PayPay $100m campaign - guy_c
https://paypay.ne.jp/
======
guy_c
PayPay is a joint venture of Softbank and Yahoo Japan created in June 2018. It
is another cashless payment system. But what seems different is they've
launched with a very aggressive marketing campaign in Japan.

Total budget for the campaign is 100億円 (億 = 10^8 / ~90m USD). They are giving
¥500 (~$5) to signup. Then 20% of the value of purchasers back in points. Then
for customers of some Softbank/Yahoo services they are offering 1 in 10 chance
of 100% points back. That effectively gives you an expected points of 30%.

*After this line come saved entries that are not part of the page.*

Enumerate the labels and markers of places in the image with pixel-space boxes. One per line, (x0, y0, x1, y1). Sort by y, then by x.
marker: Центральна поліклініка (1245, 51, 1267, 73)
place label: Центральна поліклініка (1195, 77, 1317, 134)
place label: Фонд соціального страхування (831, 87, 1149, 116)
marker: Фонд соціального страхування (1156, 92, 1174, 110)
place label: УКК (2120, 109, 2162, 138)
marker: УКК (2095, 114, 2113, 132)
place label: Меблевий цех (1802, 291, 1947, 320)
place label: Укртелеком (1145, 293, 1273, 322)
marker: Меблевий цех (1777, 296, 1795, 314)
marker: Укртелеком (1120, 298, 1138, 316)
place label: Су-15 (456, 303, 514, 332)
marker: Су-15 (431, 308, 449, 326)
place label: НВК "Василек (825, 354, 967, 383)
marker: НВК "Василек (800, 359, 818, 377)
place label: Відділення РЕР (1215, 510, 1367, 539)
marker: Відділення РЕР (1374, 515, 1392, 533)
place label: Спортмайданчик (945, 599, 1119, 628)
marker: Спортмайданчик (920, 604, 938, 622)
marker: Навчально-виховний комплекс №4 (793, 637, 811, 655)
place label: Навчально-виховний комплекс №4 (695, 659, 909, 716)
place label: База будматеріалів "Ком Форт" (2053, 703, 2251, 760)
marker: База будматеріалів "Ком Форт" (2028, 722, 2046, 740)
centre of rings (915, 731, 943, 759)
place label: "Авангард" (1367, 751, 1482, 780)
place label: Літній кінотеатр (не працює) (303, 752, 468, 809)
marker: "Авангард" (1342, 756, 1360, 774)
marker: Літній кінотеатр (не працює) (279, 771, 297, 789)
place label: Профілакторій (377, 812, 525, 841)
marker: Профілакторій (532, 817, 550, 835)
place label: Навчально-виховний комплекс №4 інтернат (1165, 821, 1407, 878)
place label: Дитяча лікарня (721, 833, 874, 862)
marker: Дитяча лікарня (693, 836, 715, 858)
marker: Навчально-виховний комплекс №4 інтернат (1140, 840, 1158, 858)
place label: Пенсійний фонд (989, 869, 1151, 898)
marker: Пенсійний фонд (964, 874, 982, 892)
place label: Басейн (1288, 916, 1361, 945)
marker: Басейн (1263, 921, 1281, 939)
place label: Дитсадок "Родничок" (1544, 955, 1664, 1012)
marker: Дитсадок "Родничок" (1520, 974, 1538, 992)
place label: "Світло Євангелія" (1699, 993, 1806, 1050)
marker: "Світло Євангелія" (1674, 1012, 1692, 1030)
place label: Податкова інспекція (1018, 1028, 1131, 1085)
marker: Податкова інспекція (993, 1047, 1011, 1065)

A lot of the major stores are accepting PayPay and the store's own points
campaigns are still valid.

Lots of consumers seem pretty excited [https://placeuveneverbeen.co/paypay-
macbook/](https://placeuveneverbeen.co/paypay-macbook/)
[https://www.youtube.com/watch?v=rUKsTwg716M](https://www.youtube.com/watch?v=rUKsTwg716M)
[https://www.youtube.com/watch?v=5mC26FFNb_Y](https://www.youtube.com/watch?v=5mC26FFNb_Y)

It seems like a good way for Softbank to burn a lot of cash and spend a high
price on customer acquisition. I am not sure how sticky people will be to the
service once campaign ends.